Campers get to experience Israel — without the travel

Eve Wettstein, 24 years old and program coordinator for Camp Ramah in California, can summon up a defining moment in her commitment to Judaism:

An American teenager left home for a brief trip to Israel and returned a different person, deeply committed.

"That," she said, "was a very important summer for me."

Trips like Wettstein's have become a rite of passage for many American Jews. As late as 2000, as many as 10,000 Jewish teenagers made the trip from the United States to Israel. But today travel is one more victim in the ongoing violence plaguing the Middle East. Last year's press reports pegged the number of such pilgrims at less than 1,000.

Now that fewer teens are getting firsthand experience in Israel, more camp administrators are working harder than ever to bring that experience home.

About 50,000 youngsters attend nonprofit Jewish summer camps each year, and those camps enjoy a 96 percent occupancy rate, according to the New York-based Foundation for Jewish Camping. Waiting lists are common.

Foundation Executive Director Ramie Arian said while Israel programs are not new, they may be more vital than ever before.

Arian noted that many camps bring in a handful of the 1,200 "shlichim," or messengers, who train in Israel to assist in American camps. These are Israeli citizens in their early 20s who have already served a stint in the military. They receive a stipend for their summers of mingling with and educating American youngsters.

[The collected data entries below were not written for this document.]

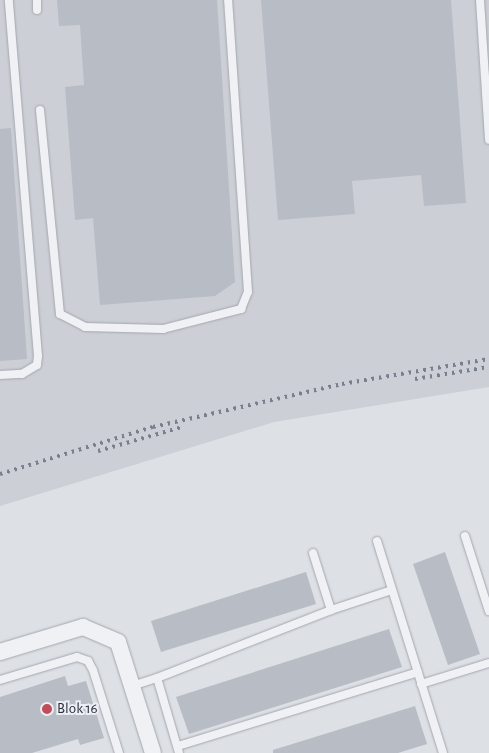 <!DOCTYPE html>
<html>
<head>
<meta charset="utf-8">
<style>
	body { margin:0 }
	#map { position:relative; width:489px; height:753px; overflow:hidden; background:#dde0e5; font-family:"Alegreya Sans",sans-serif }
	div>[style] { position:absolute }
	.built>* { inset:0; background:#cccfd6 }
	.building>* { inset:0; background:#b8bcc5 }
	.roads { filter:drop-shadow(0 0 1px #a3a7ae) drop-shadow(0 0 1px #a3a7ae) }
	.lane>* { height:8px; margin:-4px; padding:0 4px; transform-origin:4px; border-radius:4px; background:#eff1f4 }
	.street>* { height:16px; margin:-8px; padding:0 8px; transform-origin:8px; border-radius:8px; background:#eff1f4 }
	.rail>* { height:4px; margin-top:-2px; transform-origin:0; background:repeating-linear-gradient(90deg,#787f8d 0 2.5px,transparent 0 7.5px) }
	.dots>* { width:14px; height:14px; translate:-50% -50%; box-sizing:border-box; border:2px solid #eceff3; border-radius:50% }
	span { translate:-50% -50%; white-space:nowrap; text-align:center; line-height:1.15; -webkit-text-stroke:4px #eceff3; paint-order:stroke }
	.poi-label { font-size:15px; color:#282e3a }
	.left { translate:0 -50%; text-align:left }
</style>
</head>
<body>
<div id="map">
	<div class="built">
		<i style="clip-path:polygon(0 0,489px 0,489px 387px,274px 422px,0 506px)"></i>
	</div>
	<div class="building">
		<i style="clip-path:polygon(57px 0,217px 0,235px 282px,215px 296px,100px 305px,93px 218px,75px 220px,65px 87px,84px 85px,80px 25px,59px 26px)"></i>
		<i style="clip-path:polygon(261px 0,451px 0,466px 203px,424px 206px,421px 175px,352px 181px,355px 214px,278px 220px)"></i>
		<i style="clip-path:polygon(11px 128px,27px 359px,0 361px,0 129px)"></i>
		<i style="clip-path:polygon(445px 552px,480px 654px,448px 665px,413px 564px)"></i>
		<i style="clip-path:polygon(306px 572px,316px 604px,161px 652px,151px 621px)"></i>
		<i style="clip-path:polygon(389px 629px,402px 667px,189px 734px,176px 697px)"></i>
		<i style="clip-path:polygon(65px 676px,68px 686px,86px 681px,104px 738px,80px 745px,78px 739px,32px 753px,0 753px,0 697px)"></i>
		<i style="clip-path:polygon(415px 706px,427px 744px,398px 753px,273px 753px,273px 750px)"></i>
	</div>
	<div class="roads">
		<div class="lane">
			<i style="left:37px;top:0;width:10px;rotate:90deg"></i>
			<i style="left:480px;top:0;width:140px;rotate:86.3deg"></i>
			<i style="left:40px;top:110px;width:205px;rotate:84.4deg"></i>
			<i style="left:60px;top:314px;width:28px;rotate:27deg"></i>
			<i style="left:85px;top:327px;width:78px;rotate:1.5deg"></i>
			<i style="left:163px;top:329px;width:81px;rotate:-14.4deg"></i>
			<i style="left:241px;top:309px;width:18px;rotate:-68deg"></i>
			<i style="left:248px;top:292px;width:293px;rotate:-93.9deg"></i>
			<i style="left:0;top:375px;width:22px;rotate:-3deg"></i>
			<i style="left:22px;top:374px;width:17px;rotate:-31deg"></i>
			<i style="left:37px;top:365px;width:9px;rotate:-84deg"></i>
			<i style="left:38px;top:356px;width:357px;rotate:-94.7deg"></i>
			<i style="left:465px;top:536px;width:79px;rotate:72.3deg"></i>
			<i style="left:377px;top:541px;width:222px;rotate:72.7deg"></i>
			<i style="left:313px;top:553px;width:60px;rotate:72.5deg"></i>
			<i style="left:0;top:680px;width:80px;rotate:-16.6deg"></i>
			<i style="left:77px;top:657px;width:12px;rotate:20deg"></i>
			<i style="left:88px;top:661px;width:10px;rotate:61deg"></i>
			<i style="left:93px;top:670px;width:87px;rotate:72.6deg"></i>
			<i style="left:421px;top:684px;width:71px;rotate:-17.2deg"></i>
			<i style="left:132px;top:686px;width:26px;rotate:-18deg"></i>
			<i style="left:178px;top:746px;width:251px;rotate:-17.1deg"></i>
			<i style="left:179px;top:753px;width:78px;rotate:-106.3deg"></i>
			<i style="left:157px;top:678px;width:187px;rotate:-21.3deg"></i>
			<i style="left:331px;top:610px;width:64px;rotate:-18.2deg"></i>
		</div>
		<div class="street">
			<i style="left:0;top:652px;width:87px;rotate:-16.8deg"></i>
			<i style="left:83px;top:627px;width:38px;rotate:23deg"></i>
			<i style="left:118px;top:642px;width:116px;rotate:72.5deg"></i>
		</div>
	</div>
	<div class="rail">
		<i style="left:415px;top:379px;width:75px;rotate:-9.2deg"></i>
		<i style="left:98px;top:451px;width:87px;rotate:-15.9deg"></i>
		<i style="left:0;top:474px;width:160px;rotate:-17.1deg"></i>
		<i style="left:153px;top:427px;width:194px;rotate:-12.8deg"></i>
		<i style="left:342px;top:384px;width:149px;rotate:-9.7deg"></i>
	</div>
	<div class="dots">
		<i style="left:47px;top:709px;background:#c04d57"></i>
	</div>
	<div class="poi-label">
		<span class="left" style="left:57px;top:709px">Blok 16</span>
	</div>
</div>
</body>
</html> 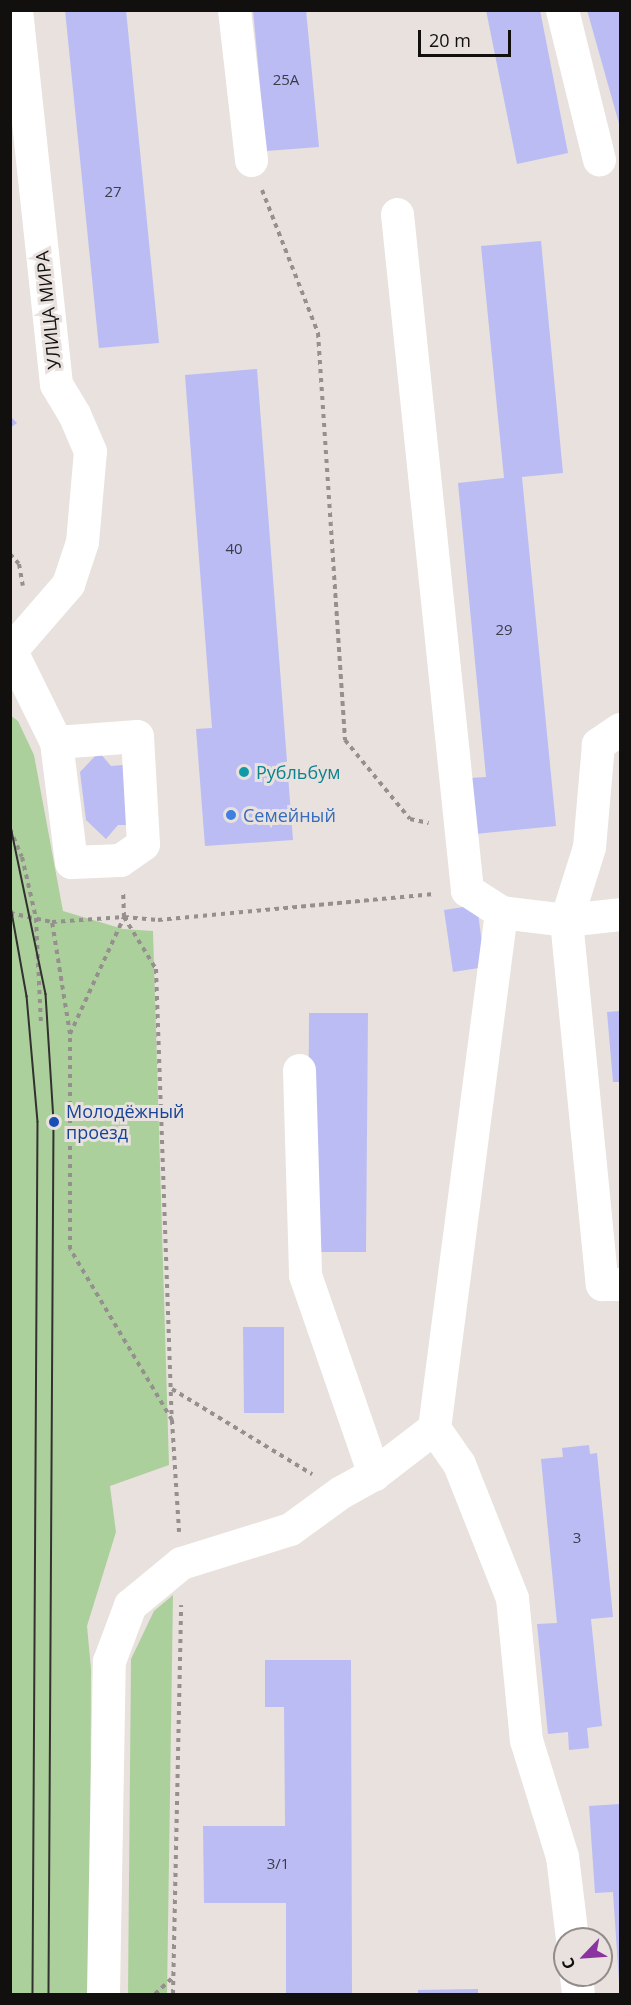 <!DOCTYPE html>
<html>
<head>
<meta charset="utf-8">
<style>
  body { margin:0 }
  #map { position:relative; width:631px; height:2005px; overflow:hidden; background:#e8e1de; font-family:"Open Sans",sans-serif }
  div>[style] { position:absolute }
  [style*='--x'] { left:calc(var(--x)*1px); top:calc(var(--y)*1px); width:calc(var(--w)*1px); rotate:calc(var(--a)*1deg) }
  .green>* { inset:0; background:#acd09c }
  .building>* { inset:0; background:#bbbcf3 }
  .path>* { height:4px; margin-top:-2px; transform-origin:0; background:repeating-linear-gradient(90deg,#95908e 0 4.5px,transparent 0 9px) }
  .minor>* { height:33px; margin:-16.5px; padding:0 16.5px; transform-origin:16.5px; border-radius:16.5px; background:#fff }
  .tram>* { height:1.5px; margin:-0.75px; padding:0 0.75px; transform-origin:0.75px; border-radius:0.75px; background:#33312f }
  .dots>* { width:16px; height:16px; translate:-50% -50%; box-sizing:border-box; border:3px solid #e8e1de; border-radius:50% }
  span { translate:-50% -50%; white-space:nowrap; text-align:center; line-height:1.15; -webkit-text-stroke:6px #e8e1de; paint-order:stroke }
  .number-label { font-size:15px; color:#3c3b48 }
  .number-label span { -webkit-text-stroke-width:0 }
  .street-label { font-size:18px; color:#12100f }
  .culture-label { font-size:18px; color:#0d838f }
  .left { translate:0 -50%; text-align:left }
  .shop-label { font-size:18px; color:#366cbe }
  .transit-label { font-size:18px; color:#164399 }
  .frame { position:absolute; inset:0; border:12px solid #12100f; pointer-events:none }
  .north { position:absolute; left:553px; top:1927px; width:60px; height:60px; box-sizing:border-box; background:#e8e1de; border:2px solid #928d8b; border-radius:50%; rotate:245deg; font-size:16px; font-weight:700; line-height:24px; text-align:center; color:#12100f }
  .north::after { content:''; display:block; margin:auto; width:21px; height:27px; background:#8b33a0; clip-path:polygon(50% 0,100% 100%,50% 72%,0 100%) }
  .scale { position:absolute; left:418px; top:30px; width:93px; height:27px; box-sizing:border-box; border:3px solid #12100f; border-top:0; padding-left:8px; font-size:18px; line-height:21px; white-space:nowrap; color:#12100f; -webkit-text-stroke:4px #e8e1de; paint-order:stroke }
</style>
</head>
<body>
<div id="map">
  <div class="green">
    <div style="clip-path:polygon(10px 715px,18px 721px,34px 755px,63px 911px,123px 929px,153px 931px,169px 1465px,110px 1486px,116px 1532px,87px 1626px,91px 1669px,90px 1994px,11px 1994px)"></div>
    <div style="clip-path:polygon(173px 1595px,167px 1994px,128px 1994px,131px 1659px,154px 1611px)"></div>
  </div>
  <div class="building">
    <div style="clip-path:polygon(65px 10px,126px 10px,159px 343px,99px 348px)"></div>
    <div style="clip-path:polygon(253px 10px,306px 10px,319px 147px,266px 151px)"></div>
    <div style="clip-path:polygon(486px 10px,540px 10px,568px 153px,517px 164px)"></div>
    <div style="clip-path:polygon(587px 10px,620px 10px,620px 127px)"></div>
    <div style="clip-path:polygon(541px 241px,563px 473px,522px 477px,556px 826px,475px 834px,470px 778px,486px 777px,458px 483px,504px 478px,481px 246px)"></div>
    <div style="clip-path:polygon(257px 369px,293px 840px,205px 846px,196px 729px,212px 728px,185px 375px)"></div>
    <div style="clip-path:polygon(10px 416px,17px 423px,10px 428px)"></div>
    <div style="clip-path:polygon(99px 752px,111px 766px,123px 765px,129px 825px,118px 825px,106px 839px,86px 820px,80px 772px)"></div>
    <div style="clip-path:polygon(477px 905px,485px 967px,453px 972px,444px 910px)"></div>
    <div style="clip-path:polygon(620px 1011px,620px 1082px,613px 1082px,607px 1012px)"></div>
    <div style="clip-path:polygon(309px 1013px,368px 1013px,366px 1252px,308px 1252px)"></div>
    <div style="clip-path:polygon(243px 1327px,284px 1327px,284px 1413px,244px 1413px)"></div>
    <div style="clip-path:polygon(589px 1445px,590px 1454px,597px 1453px,613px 1617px,591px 1619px,602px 1726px,587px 1728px,589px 1748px,569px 1750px,568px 1732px,548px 1734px,537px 1624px,557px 1623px,541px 1459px,563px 1457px,562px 1448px)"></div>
    <div style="clip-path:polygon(265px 1660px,351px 1660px,352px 1994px,286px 1994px,286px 1903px,204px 1903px,203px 1826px,285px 1826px,284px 1707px,265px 1707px)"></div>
    <div style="clip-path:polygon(620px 1804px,620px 1982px,619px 1982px,613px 1892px,595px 1893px,589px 1806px)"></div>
    <div style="clip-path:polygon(478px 1989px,478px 1994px,418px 1994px,418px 1990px)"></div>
  </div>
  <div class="path">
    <div style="--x:262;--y:190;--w:154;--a:68.6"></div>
    <div style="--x:318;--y:333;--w:408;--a:86.2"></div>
    <div style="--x:345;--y:740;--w:102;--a:50.6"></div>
    <div style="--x:410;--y:819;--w:19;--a:12"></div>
    <div style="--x:10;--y:554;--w:13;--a:48"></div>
    <div style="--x:19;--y:564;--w:22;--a:80"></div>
    <div style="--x:10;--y:829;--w:30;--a:67"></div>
    <div style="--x:22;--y:857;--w:63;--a:77.1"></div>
    <div style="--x:36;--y:918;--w:106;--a:87.3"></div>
    <div style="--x:10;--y:913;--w:43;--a:12.1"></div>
    <div style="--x:124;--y:917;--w:61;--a:58.4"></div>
    <div style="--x:156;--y:969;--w:451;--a:88"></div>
    <div style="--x:172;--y:1420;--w:112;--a:86.4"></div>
    <div style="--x:70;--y:1034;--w:129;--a:-65.2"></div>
    <div style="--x:124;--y:917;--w:26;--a:-92"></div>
    <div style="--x:172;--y:1389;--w:164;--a:31.3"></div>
    <div style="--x:172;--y:1420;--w:199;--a:-120.8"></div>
    <div style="--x:70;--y:1249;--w:215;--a:-90"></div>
    <div style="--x:70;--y:1034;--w:113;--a:-99.1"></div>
    <div style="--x:52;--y:922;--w:72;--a:-4"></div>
    <div style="--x:124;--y:917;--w:34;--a:5"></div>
    <div style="--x:158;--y:920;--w:277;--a:-5.4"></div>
    <div style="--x:155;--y:1994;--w:25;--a:-43"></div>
    <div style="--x:173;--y:1994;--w:389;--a:-88.8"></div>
  </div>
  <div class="minor">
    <div style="--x:234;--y:10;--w:151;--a:83.5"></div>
    <div style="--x:562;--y:10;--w:154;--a:76.1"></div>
    <div style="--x:397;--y:214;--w:680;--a:84.09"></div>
    <div style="--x:467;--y:890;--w:40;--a:32.9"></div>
    <div style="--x:501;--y:912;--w:65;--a:7"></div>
    <div style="--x:566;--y:920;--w:54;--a:-6.3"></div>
    <div style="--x:10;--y:649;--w:104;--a:63.7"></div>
    <div style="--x:56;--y:742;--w:81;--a:-4.2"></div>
    <div style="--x:137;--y:736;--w:108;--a:86.8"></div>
    <div style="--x:143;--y:844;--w:28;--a:145"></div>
    <div style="--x:120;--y:860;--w:49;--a:177.7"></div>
    <div style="--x:71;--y:862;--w:121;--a:-97.1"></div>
    <div style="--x:10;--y:651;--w:89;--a:-49.1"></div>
    <div style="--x:68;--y:584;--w:44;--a:-71.6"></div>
    <div style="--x:82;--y:542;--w:91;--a:-85"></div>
    <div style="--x:90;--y:451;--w:40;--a:-113.4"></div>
    <div style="--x:74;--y:414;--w:35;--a:-121"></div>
    <div style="--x:56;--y:384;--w:376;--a:-96.1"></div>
    <div style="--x:620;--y:729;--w:27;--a:146"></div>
    <div style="--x:598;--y:744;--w:103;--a:95"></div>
    <div style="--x:589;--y:847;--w:77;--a:107.5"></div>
    <div style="--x:566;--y:920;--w:366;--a:84.4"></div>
    <div style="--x:602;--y:1284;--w:18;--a:0"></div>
    <div style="--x:299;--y:1070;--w:205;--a:88.3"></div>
    <div style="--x:305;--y:1275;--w:211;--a:70.9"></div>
    <div style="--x:434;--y:1428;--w:44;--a:55.2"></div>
    <div style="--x:459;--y:1464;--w:144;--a:68.4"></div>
    <div style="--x:512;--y:1598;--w:143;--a:84.4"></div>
    <div style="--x:526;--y:1740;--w:121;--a:72.8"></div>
    <div style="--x:562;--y:1856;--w:84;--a:83.1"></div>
    <div style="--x:576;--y:1975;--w:19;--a:84"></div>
    <div style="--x:103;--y:1994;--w:333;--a:-89"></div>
    <div style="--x:109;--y:1661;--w:60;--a:-69.4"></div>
    <div style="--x:130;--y:1605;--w:66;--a:-39.5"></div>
    <div style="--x:181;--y:1563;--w:114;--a:-17.3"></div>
    <div style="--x:290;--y:1529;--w:63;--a:-36"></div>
    <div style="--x:341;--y:1492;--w:38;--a:-29"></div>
    <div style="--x:374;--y:1474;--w:76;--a:-37.5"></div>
    <div style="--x:434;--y:1428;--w:520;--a:-82.6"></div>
  </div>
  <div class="tram">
    <div style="--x:10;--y:822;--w:176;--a:78.2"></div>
    <div style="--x:46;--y:994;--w:128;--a:86.4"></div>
    <div style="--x:54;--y:1122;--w:872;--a:90.33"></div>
    <div style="--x:10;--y:901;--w:97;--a:79.9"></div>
    <div style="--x:27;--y:996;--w:126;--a:85"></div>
    <div style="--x:38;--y:1122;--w:872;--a:90.33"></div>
  </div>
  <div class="dots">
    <div style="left:244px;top:772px;background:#0f9aa8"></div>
    <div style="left:231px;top:815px;background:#3f7fe0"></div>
    <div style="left:54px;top:1122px;background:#1a4fb4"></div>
  </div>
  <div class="number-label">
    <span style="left:286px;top:80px">25А</span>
    <span style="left:113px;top:192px">27</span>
    <span style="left:234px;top:549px">40</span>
    <span style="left:504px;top:630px">29</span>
    <span style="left:577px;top:1538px">3</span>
    <span style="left:278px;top:1864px">3/1</span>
  </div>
  <div class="street-label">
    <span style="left:48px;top:310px;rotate:-96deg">УЛИЦА МИРА</span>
  </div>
  <div class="culture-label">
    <span class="left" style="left:256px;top:772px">Рубльбум</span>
  </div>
  <div class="shop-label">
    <span class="left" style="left:243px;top:815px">Семейный</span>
  </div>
  <div class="transit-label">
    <span class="left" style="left:66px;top:1122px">Молодёжный<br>проезд</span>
  </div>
  <div class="frame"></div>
  <div class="north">С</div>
  <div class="scale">20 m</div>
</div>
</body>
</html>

In addition to the shlichim, Camp Tawonga plans to host seven campers from Israel. Many camps do likewise, Arian said. Some use "Israel Scouts," a program that provides a caravan of entertainers with a Jewish message.

Hebrew is also common. Camps, such as Wettstein's Conservative Ramah in Ojai, use the language for daily announcements as well as the names of cabins and programs.

Ramah dropped one tradition, though, precisely to strengthen the bond with Israel. The camp's annual "Israel Day" was scrapped because administrators thought that teaching about Jewish heritage was too important to cram into a single day.

"That is our primary mission," Wettstein said.

Meanwhile, Union of American Hebrew Congregations camps in Santa Rosa and Saratoga kept their Israel Day and the tradition of spending an hour a day on Israel programming while bolstering the number of visitors from overseas.

"Israel programming has always been and continues to be at the core of our program," said Ruben Arquilevich, executive director of UAHC camps Swig and Newman.

There are newer initiatives, too.

"There is currently a very significant focus on finding ways to further strengthen the Israel-related elements of Jewish overnight summer camps," Arian said. "This is a direct response to the impulse, in the face of the current crisis and in the face of the current reluctance of Americans to send their children on trips to Israel, to bring more of Israel to American children."

One such response is Project Noar L'Noar. Created with the support of the Goldman Fund, "Youth to Youth" provides money for 200 Israeli campers to attend American camps. The Foundation for Jewish Camping hopes understanding comes from togetherness.

The foundation is also working with Birthright Israel and the Jewish Agency for Israel to send American camp counselors to Israel in the spring to energize them for the summer sessions. The 10-day trips should help the counselors bring a piece of Israel home to their young charges. For their part, camp administrators, including Wettstein, plan to attend the Foundation's "Israel Education @ Camp" seminar in March. The two-day program in New York is designed to give tips on imparting the cultural experience, without the travel.

Finally, the foundation plans to ask camps for their own creative ideas. With money provided by the Los Angeles-based Maurice Amado Foundation, the camping organization plans to give out grants of at least $50,000 to promote original ideas for teaching campers about Israel.

Some of the most creative urges seem to center a long way from the cradle of Judaism.

UAHC's Arquilevich is working to send 200 of his teens from Camp Swig — who might otherwise trek to Israel — on social-action tours of the West culminating with a working trip to Alaska.

Meanwhile 30 teens from Camp Tawonga plan to travel to El Salvador this summer with the help of American Jewish World Service. Tawonga Executive Director Ken Kramarz said it is the first teen service program run through the renowned service organization and a new kind of link to the Jewish tradition.

Campers will benefit from a Jewish curriculum while in Central America and learn something about their religion that is not necessarily taught in books, Kramarz said.

"The raison d'être of Judaism is to make the world a better place," he said.